### [INPUT DATA]
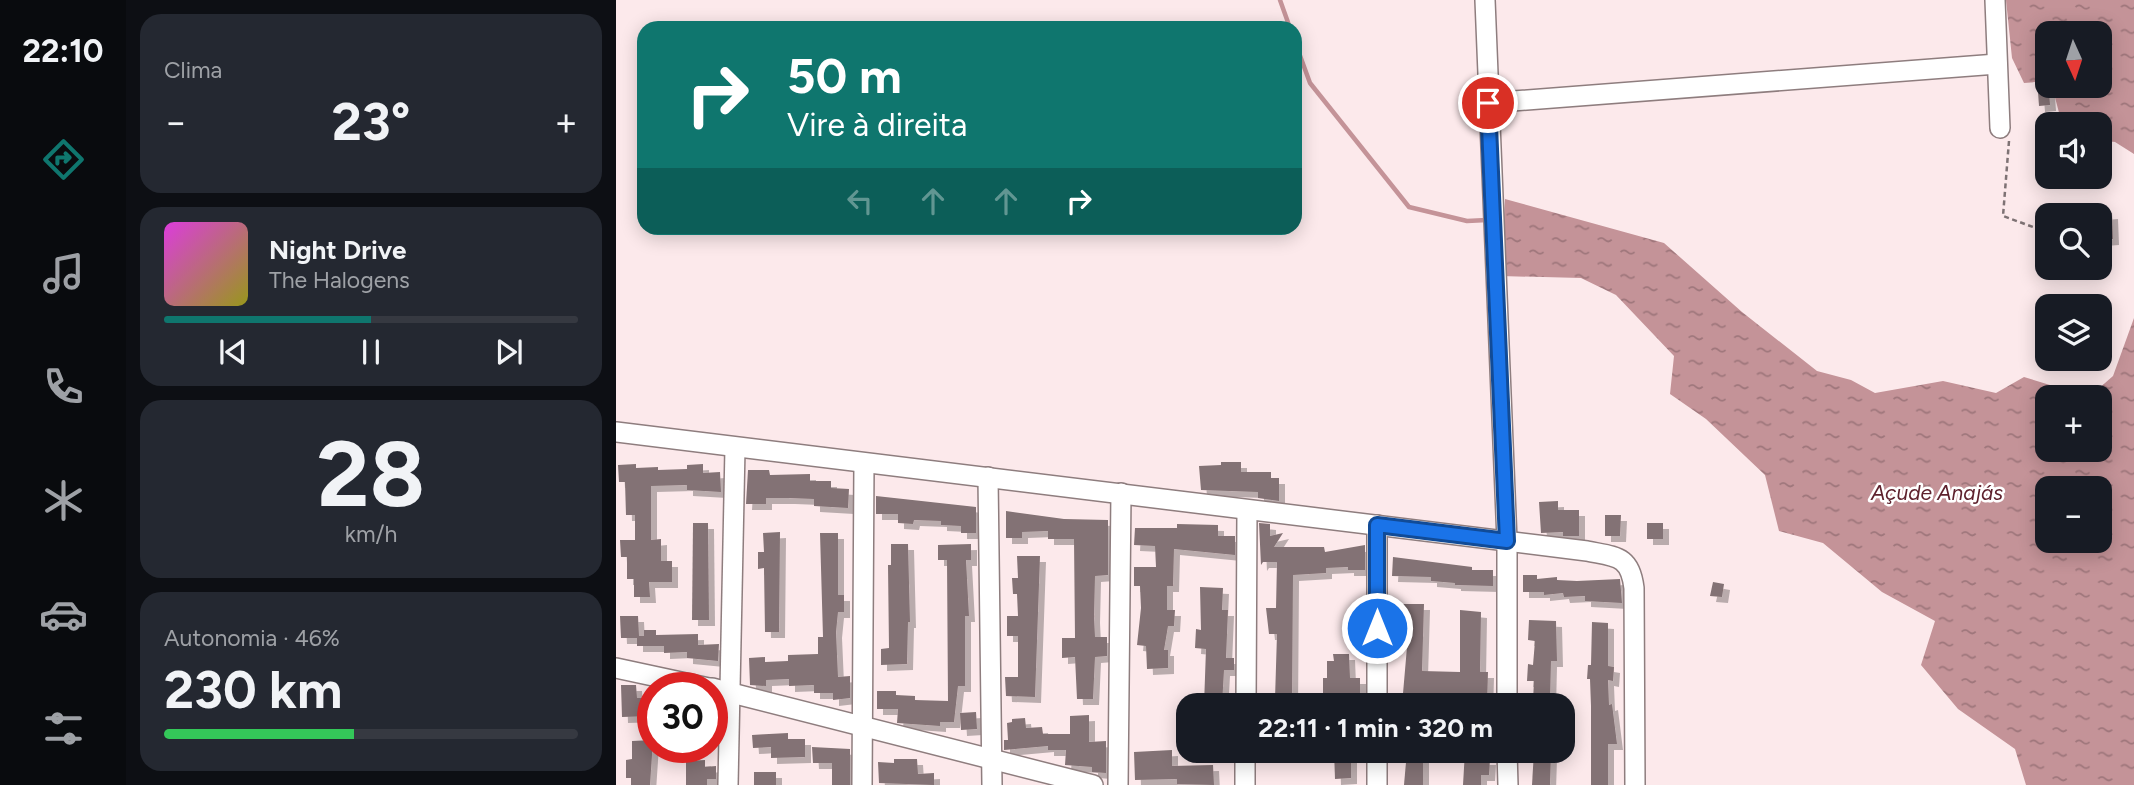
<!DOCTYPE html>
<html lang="pt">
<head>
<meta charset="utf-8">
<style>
  body { margin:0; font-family:Figtree,sans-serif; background:#242831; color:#f1f3f6; height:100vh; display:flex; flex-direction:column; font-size:26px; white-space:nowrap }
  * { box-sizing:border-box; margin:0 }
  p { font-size:23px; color:#9ea1a6 }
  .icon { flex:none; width:38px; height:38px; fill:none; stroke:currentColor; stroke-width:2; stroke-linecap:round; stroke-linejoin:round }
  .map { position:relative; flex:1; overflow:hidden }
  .sheet { display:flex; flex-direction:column; gap:14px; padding:14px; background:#0d0f14; width:490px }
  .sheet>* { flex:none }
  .top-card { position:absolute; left:21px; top:21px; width:665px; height:214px; border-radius:21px; box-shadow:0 4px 18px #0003; background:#0f766e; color:#fff; overflow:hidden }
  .needle { width:46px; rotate:177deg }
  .tools { position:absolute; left:1419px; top:21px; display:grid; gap:14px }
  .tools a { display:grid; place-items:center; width:77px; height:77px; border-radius:14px; background:#171b24; box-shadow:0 4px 18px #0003; font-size:35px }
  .speed { position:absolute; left:21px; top:672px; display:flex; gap:14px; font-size:35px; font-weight:700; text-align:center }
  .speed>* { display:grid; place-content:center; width:91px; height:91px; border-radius:50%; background:#171b24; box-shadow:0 4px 18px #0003; line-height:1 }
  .speed .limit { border:10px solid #d22; background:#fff; color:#111 }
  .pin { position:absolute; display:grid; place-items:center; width:60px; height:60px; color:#fff; margin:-30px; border:4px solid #fff; border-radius:50%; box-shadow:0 2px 7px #0007 }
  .me { position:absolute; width:77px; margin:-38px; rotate:0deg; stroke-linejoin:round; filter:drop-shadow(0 0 5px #0008) }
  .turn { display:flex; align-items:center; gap:24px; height:147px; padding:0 35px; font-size:32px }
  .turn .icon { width:91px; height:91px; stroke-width:2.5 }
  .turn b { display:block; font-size:49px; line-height:60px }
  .lanes { display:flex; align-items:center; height:66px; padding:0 35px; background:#0003; justify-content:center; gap:35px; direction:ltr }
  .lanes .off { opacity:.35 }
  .big { font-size:52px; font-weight:700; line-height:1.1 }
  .sheet .tile { flex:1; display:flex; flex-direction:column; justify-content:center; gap:10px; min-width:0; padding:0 24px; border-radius:21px; background:#242831 }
  .sheet .dial { align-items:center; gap:0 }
  .dial b { font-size:91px; line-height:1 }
  .song { display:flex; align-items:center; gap:21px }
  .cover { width:84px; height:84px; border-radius:10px; background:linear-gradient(135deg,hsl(300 70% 55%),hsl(60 70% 35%)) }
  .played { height:7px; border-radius:4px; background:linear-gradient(90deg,#0f766e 50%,#363941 50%) }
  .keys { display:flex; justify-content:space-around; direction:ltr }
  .heat { display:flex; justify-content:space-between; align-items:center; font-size:38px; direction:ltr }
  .charge { height:10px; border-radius:5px; background:linear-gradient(90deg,#34c759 46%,#363941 0) }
  .trip { position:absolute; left:560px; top:693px; width:399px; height:70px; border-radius:21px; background:#171b24; box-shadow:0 4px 18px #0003; font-weight:700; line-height:70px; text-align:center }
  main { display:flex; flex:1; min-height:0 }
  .tab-bar { display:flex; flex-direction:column; width:126px; justify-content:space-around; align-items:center; background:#090b0e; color:#9ea1a6 }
  .tab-bar .icon { width:49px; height:49px }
  .tab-bar .current { color:#0f766e }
  .tab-bar b { font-size:32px; color:#f1f3f6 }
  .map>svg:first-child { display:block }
</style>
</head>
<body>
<main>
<nav class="tab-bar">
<b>22:10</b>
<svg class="icon current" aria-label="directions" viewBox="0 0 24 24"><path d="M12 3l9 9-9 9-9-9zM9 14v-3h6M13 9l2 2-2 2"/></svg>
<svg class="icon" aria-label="music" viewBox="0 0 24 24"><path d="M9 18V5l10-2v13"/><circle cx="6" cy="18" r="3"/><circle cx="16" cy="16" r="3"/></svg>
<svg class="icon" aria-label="phone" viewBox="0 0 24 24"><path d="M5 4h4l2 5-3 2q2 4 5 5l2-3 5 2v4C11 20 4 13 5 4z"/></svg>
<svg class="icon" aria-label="climate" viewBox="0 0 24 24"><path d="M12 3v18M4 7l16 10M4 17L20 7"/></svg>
<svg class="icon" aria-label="car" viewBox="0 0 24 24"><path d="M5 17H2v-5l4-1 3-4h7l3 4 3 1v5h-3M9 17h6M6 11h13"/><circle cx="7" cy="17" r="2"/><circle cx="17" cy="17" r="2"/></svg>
<svg class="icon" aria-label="filters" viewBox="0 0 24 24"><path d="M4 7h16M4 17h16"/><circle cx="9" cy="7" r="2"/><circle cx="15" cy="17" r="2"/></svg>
</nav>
<section class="sheet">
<div class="tile"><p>Clima</p>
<div class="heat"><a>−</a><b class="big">23°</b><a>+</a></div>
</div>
<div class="tile">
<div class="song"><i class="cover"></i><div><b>Night Drive</b><p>The Halogens</p></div></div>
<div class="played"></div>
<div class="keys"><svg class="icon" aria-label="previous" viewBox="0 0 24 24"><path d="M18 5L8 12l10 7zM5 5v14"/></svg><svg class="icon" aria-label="pause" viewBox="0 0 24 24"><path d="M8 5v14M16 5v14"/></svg><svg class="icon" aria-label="next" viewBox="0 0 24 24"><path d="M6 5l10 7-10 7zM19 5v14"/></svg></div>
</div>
<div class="tile dial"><b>28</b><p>km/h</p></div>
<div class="tile"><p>Autonomia · 46%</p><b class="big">230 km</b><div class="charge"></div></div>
</section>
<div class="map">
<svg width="1518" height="785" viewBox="0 0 1518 785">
  <defs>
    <pattern id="water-ripples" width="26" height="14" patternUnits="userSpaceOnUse" patternTransform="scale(1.75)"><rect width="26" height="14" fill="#c49398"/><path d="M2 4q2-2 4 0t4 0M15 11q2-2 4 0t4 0" fill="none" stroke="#9e767b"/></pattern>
    <filter id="shadow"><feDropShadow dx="6" dy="6" stdDeviation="0" flood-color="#0004"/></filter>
  </defs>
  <rect width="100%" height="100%" fill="#fce9eb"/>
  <g fill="url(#water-ripples)" fill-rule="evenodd">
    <polygon points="1390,0 1518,0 1518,154 1499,142 1484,140 1484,124 1446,124 1436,86 1484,86 1484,33 1432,33 1431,81 1408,83 1396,58"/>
    <path d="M889,199L1048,243L1126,312L1201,371L1235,380L1259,393L1327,381L1380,393L1408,377L1473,397L1497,376L1518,318V785H1410L1399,749L1342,709L1305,665L1319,621L1266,592L1207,543L1163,531L1149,475L1090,419L1054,394L1058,356L1000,295L965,278L885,276ZM1432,397H1484V450H1432ZM1432,488H1484V541H1432Z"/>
  </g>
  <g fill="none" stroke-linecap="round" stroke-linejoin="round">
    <g stroke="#c49398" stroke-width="4.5">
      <polyline points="664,0 674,28"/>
      <polyline points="679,42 694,83 793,207 851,221 871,220"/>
    </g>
  </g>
  <g fill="#837274" filter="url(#shadow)">
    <polygon points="1433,91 1434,105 1423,106 1422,92"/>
    <polygon points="1496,213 1497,239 1484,240 1484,214"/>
    <polygon points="605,462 625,462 625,472 655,472 655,478 663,478 663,501 642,498 642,492 585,490 583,466 605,465"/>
    <polygon points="20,464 20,468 42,467 42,470 71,469 71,465 87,464 87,473 104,472 105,492 71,490 71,485 35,486 35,540 45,539 45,561 56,561 56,582 33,582 34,597 18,597 18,579 11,579 11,557 5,557 4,540 19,540 19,515 10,515 9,482 3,482 2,465"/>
    <polygon points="132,470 153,470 154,475 194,474 194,481 215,481 215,488 233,489 232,508 198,506 198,499 173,498 150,498 150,504 130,504"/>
    <polygon points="260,496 360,507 360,533 345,533 345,526 325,525 325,521 298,520 297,524 282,523 282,514 260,514"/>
    <polygon points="942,501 942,510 963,510 963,536 947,536 947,532 925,533 923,502"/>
    <polygon points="390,511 448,519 492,520 492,575 479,576 478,617 479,637 491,637 491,656 479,657 477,699 461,699 459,657 446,658 446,638 459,638 458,539 432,539 432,531 406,532 406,538 390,538"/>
    <polygon points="989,515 1005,515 1004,536 989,536"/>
    <polygon points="77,523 92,523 93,620 76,620"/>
    <polygon points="643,523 654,524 654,536 667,533 658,547 708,547 709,552 749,545 749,570 732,570 732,567 710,568 710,573 677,575 676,705 660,705 659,699 661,634 653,634 650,608 660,608 661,562 647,562 645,565"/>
    <rect x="1031" y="523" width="16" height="16"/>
    <polygon points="561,524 602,525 602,536 619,536 619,555 558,549 557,586 551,586 551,610 559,610 558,626 552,626 548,650 552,650 552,668 531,669 530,646 521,645 525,608 524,586 518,586 518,567 540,567 539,546 518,545 519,528 561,528"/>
    <polygon points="164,532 163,632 149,632 148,568 142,569 142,552 148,552 147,533"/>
    <polygon points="204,533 222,533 222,595 228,595 228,612 222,612 220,632 222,677 234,676 234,698 217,700 217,693 198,693 198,685 173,686 173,679 150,680 150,686 134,685 133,658 149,657 149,662 172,661 172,655 202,654 202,637 207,637"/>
    <polygon points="275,544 292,544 294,622 292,622 291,664 265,665 265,649 273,648 272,565 275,565"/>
    <polygon points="355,544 355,560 350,560 353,616 349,616 349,686 342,686 338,722 324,722 324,726 281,723 282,709 261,709 261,691 280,691 280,695 299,696 299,700 332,701 331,560 322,560 322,545"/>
    <polygon points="401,556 424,556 419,697 390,696 389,677 402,677 402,636 391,636 391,616 402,616 401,594 397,594 396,578 402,578"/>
    <polygon points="777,557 856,567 856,570 877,570 877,586 839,585 839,583 815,581 815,577 776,576"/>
    <polygon points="907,575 921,575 921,579 941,577 941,580 961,581 1004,579 1006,603 969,601 969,596 948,597 947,593 928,595 928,592 907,592"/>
    <polygon points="1097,582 1108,584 1106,597 1094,596"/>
    <polygon points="584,587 607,588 606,610 612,610 610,658 618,658 618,670 608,670 606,705 588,705 590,649 579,648 580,629 585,630"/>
    <polygon points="787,604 808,604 806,671 844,672 844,610 865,612 864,672 872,672 871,705 786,705 791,647"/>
    <polygon points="4,616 22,616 23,636 28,636 28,630 40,630 40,635 82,634 82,645 103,644 102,661 71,658 71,652 48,653 48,646 21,646 21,638 5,638"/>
    <rect x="732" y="618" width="17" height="22"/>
    <polygon points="913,620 940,621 941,661 935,661 934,702 917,701 918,681 911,681 912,664 917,665 919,641 912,640"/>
    <polygon points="976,622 992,623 992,666 998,667 997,681 992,680 993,705 996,704 1001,744 992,744 992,785 975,785 975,706 974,679 971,679 972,665 975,665"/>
    <polygon points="717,654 733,654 734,678 744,678 744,705 717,705 717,699 707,699 707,678 711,678 711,661 718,661"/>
    <polygon points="5,685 20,685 21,698 37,698 37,716 6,717"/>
    <polygon points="360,712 361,729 345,730 344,713"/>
    <polygon points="473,715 473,742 490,741 490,773 476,772 476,767 449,765 450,750 432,750 432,746 388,750 388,740 392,740 391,723 396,722 396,719 409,718 410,728 426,727 427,734 454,734 454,716"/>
    <polygon points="172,733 172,739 189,739 189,757 155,758 155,747 137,748 136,735"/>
    <polygon points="37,740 34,785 15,785 15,778 10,778 10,760 16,759 16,741"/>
    <polygon points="196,747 234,749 234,785 216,785 216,763 197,763"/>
    <polygon points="556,750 556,766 597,765 598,785 561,784 561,779 519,780 518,752"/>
    <polygon points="718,751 735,751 735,778 719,779"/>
    <polygon points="791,751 807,751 807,785 788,785"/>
    <polygon points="849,751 864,751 864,759 874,759 873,775 865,775 865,785 847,785"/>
    <polygon points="918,751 935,752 934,785 916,785"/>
    <polygon points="278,759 301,759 302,774 318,773 318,785 263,783 262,762 278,763"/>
    <polygon points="89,760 89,767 100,766 100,779 91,779 91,785 70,785 70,761"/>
    <rect x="138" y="772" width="22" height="13"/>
  </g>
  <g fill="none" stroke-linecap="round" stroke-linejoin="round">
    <g stroke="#8e7d7e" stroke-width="22">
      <g id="minor">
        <polyline points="869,0 891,541 891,705"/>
        <polyline points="1379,0 1384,128"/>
        <polyline points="871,103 1381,64"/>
        <path d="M0,432L971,551C1000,557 1014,555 1018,588L1019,785"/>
        <polyline points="372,477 376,785"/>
        <polyline points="761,525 761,705"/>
        <polyline points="0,668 93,688"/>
        <polyline points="96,688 477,785"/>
        <polyline points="630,705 631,510"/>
        <polyline points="761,751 761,785"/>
        <polyline points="891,751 892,785"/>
        <polyline points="112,785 119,448"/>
        <polyline points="246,785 248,463"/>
        <polyline points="502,785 505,493"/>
        <polyline points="629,785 629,751"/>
      </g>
    </g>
    <polyline stroke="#7e7274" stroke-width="2.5" stroke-dasharray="5 3.5" stroke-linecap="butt" points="1393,141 1387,216 1417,227 1432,227"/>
    <use href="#minor" stroke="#fff" stroke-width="19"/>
  </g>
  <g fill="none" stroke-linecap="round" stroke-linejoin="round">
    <g stroke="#114b97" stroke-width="18">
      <polyline id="route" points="761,628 761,525 891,541 872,103"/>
    </g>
    <use href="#route" stroke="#1a73e8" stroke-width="12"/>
  </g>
  <g text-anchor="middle" stroke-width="5" stroke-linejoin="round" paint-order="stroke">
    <g font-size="21" font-style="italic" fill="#5e212d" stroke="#fff">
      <text x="1321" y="500">Açude Anajás</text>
    </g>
  </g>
</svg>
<div class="tools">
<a><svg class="needle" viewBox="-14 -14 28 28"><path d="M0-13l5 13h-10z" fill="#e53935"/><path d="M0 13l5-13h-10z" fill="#9ea1a6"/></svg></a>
<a><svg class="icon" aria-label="sound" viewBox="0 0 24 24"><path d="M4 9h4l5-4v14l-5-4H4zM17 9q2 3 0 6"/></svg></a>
<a><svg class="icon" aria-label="search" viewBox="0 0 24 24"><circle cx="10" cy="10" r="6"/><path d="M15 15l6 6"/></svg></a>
<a><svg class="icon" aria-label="layers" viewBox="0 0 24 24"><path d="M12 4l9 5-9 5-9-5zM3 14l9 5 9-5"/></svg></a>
<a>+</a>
<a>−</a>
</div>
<div class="speed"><div class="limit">30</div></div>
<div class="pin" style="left:872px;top:103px;background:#d93025"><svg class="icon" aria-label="arrive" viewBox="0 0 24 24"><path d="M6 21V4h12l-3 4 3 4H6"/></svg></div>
<svg class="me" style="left:761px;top:628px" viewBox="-20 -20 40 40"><circle r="17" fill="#1a73e8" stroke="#fff" stroke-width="3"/><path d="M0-11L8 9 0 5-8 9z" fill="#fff"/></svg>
<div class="trip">22:11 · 1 min · 320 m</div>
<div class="top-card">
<div class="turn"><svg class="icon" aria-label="right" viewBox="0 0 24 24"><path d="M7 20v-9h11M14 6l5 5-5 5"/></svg><div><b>50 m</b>Vire à direita</div></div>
<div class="lanes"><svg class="icon off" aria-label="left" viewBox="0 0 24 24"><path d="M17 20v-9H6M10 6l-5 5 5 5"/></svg><svg class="icon off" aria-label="ahead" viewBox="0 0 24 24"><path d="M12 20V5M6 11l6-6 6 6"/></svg><svg class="icon off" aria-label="ahead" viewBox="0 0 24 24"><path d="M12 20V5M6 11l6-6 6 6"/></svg><svg class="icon" aria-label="right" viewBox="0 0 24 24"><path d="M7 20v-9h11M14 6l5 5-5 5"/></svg></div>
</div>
</div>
</main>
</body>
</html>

### [ACTIVITY]
Across the whole listing, show each line where the word "played" occurs.

### [ANSWER SPACE]
  .played { height:7px; border-radius:4px; background:linear-gradient(90deg,#0f766e 50%,#363941 50%) }
<div class="played"></div>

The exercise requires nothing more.